- [TASK OBJECTIVE]
All that is needed is the run of lines from the top of the entries to the line with "filter:drop-shadow(2px 0 #3b3937)", that line included, repeated exactly and free of pictures.

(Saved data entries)

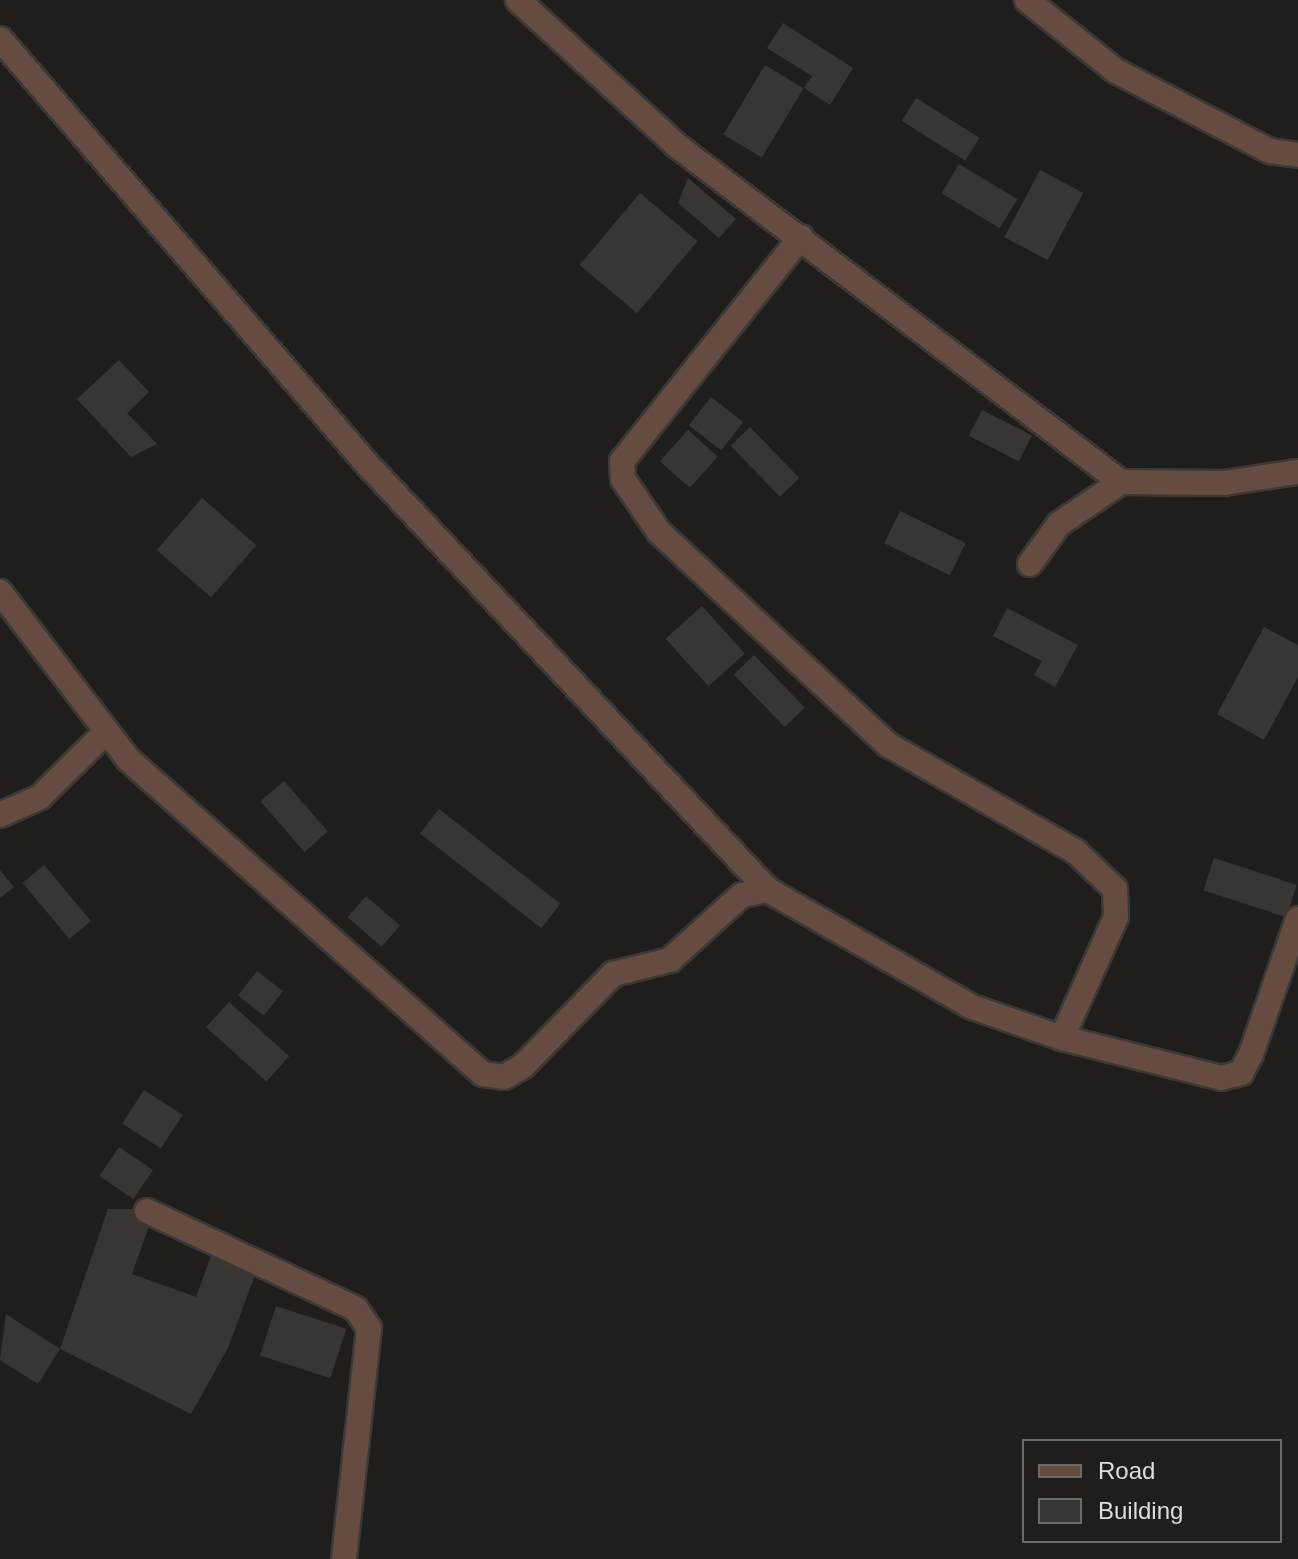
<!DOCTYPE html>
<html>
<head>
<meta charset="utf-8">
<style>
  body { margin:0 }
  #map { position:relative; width:1298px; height:1559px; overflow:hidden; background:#201e1c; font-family:Arial,sans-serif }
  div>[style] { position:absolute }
  .building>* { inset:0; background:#393533; transform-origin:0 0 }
  .roads { filter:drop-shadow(2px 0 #3b3937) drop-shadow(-2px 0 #3b3937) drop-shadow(0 2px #3b3937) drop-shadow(0 -2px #3b3937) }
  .street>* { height:24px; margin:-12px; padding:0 12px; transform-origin:12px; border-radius:12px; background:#664c40 }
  span { translate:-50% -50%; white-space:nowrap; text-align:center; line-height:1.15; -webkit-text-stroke:8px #201e1c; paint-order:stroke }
  .legend { position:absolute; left:1022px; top:1439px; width:260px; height:104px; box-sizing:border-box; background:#201e1c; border:2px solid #6c6a68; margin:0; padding:10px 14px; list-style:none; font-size:24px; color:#dedddb }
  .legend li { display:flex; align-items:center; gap:16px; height:40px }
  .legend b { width:40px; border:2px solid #6c6a68 }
</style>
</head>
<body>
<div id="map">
  <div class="building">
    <i style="clip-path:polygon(783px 23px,853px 68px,830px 105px,804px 88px,812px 76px,767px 48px)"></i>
    <i style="left:765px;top:65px;width:45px;height:81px;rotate:31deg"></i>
    <i style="left:916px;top:98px;width:75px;height:27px;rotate:32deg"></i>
    <i style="left:959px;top:164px;width:68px;height:34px;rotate:31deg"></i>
    <i style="left:1040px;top:170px;width:49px;height:76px;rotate:28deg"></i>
    <i style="clip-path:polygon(688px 178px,736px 219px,719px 238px,678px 203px)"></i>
    <i style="left:640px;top:193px;width:75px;height:94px;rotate:40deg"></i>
    <i style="clip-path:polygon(119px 360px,149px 392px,127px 413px,157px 444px,131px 457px,77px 399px)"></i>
    <i style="left:711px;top:397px;width:41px;height:36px;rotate:38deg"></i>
    <i style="left:982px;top:410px;width:56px;height:29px;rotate:27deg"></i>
    <i style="left:750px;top:427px;width:71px;height:27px;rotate:46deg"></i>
    <i style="left:688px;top:430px;width:40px;height:42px;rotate:42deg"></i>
    <i style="left:202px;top:498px;width:72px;height:69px;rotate:41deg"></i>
    <i style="left:900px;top:511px;width:73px;height:36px;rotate:26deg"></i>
    <i style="left:702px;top:606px;width:64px;height:49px;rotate:48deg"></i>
    <i style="clip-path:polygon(1007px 608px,1078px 645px,1055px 687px,1034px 675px,1042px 661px,993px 636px)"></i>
    <i style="clip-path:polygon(1264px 627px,1298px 645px,1298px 677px,1264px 740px,1217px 714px)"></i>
    <i style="left:754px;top:655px;width:73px;height:28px;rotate:46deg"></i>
    <i style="left:284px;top:781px;width:67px;height:31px;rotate:49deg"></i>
    <i style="left:439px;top:809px;width:154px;height:31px;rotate:38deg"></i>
    <i style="left:1214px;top:858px;width:87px;height:34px;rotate:18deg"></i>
    <i style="left:44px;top:865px;width:73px;height:28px;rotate:50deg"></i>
    <i style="clip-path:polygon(0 870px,14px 887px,0 898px)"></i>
    <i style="left:366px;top:896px;width:45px;height:28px;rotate:41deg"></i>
    <i style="left:257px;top:971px;width:33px;height:31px;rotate:38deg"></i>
    <i style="left:229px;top:1002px;width:81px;height:34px;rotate:42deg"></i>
    <i style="left:144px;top:1090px;width:46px;height:40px;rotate:33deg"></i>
    <i style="left:119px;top:1147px;width:41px;height:35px;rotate:34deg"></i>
    <i style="clip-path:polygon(108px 1209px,155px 1209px,132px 1274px,196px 1297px,211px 1256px,256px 1272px,228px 1348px,191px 1414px,60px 1349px)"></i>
    <i style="left:276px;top:1306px;width:74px;height:52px;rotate:18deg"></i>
    <i style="clip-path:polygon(6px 1314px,60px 1349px,38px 1384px,0 1360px)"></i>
  </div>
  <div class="roads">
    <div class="street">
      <i style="left:518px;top:0;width:214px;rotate:42.5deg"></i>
      <i style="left:676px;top:145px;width:558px;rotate:37.14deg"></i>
      <i style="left:1121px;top:482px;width:103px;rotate:0.6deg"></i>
      <i style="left:1224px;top:483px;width:75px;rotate:-8.5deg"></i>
      <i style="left:1027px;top:0;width:114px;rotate:38.6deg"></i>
      <i style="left:1116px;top:71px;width:174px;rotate:27.5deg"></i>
      <i style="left:1270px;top:151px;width:28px;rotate:8deg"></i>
      <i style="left:0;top:39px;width:562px;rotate:49.19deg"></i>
      <i style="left:367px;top:464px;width:585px;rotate:46.73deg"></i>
      <i style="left:801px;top:237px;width:287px;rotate:128.6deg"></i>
      <i style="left:622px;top:461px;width:18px;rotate:87deg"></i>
      <i style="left:623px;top:479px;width:64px;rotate:55.8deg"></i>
      <i style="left:659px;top:532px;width:311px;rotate:42.9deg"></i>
      <i style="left:887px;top:744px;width:218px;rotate:29.7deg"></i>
      <i style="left:1076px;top:852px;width:54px;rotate:43.5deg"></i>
      <i style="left:1115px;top:889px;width:28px;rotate:88deg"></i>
      <i style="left:1116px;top:917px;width:133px;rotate:114.1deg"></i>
      <i style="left:1030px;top:564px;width:49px;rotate:-54.1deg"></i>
      <i style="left:1059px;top:524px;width:75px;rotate:-34.1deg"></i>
      <i style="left:0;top:592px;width:212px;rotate:52.5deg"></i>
      <i style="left:129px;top:760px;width:473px;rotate:41.6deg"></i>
      <i style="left:483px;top:1074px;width:21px;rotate:8deg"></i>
      <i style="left:504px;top:1077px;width:22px;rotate:-30deg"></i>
      <i style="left:523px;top:1066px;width:129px;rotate:-45.6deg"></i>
      <i style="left:613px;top:974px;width:59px;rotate:-13.8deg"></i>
      <i style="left:670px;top:960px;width:97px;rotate:-42.1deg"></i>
      <i style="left:742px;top:895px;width:26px;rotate:-11deg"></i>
      <i style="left:768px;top:890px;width:235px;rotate:29.8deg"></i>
      <i style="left:972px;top:1007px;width:95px;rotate:19deg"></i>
      <i style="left:1062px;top:1038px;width:164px;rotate:14.1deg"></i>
      <i style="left:1221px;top:1078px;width:21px;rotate:-14deg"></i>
      <i style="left:1241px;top:1073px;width:21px;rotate:-62deg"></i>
      <i style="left:1251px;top:1054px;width:143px;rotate:-70.8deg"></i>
      <i style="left:0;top:815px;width:44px;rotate:-24.2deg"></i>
      <i style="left:40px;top:797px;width:91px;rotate:-44.6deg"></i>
      <i style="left:147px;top:1211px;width:231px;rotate:25.1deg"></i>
      <i style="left:356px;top:1309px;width:23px;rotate:56deg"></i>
      <i style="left:369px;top:1328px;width:232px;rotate:96.2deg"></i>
    </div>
  </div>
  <ul class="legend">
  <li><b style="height:10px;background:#664c40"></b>Road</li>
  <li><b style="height:22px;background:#393533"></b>Building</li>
  </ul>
</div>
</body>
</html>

- [SOLUTION FOR THIS TASK]
<!DOCTYPE html>
<html>
<head>
<meta charset="utf-8">
<style>
  body { margin:0 }
  #map { position:relative; width:1298px; height:1559px; overflow:hidden; background:#201e1c; font-family:Arial,sans-serif }
  div>[style] { position:absolute }
  .building>* { inset:0; background:#393533; transform-origin:0 0 }
  .roads { filter:drop-shadow(2px 0 #3b3937) drop-shadow(-2px 0 #3b3937) drop-shadow(0 2px #3b3937) drop-shadow(0 -2px #3b3937) }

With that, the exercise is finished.